_INPUT_
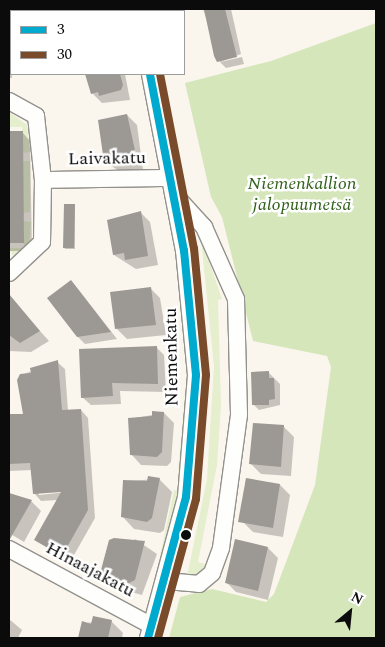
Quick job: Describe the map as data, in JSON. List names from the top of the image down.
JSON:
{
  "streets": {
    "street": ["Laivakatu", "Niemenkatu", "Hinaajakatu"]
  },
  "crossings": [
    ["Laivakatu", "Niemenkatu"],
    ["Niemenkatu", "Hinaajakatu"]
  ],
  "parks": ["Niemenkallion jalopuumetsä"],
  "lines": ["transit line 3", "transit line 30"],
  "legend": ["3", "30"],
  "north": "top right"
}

* * *

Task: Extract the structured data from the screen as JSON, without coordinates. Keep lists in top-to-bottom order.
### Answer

_WHAT IS NEEDED_
The lines holding the word "data" are the answer. Find them in the entries and copy them.

_RESPONSE AREA_
Quick job: Describe the map as data, in JSON. List names from the top of the image down.
Task: Extract the structured data from the screen as JSON, without coordinates. Keep lists in top-to-bottom order.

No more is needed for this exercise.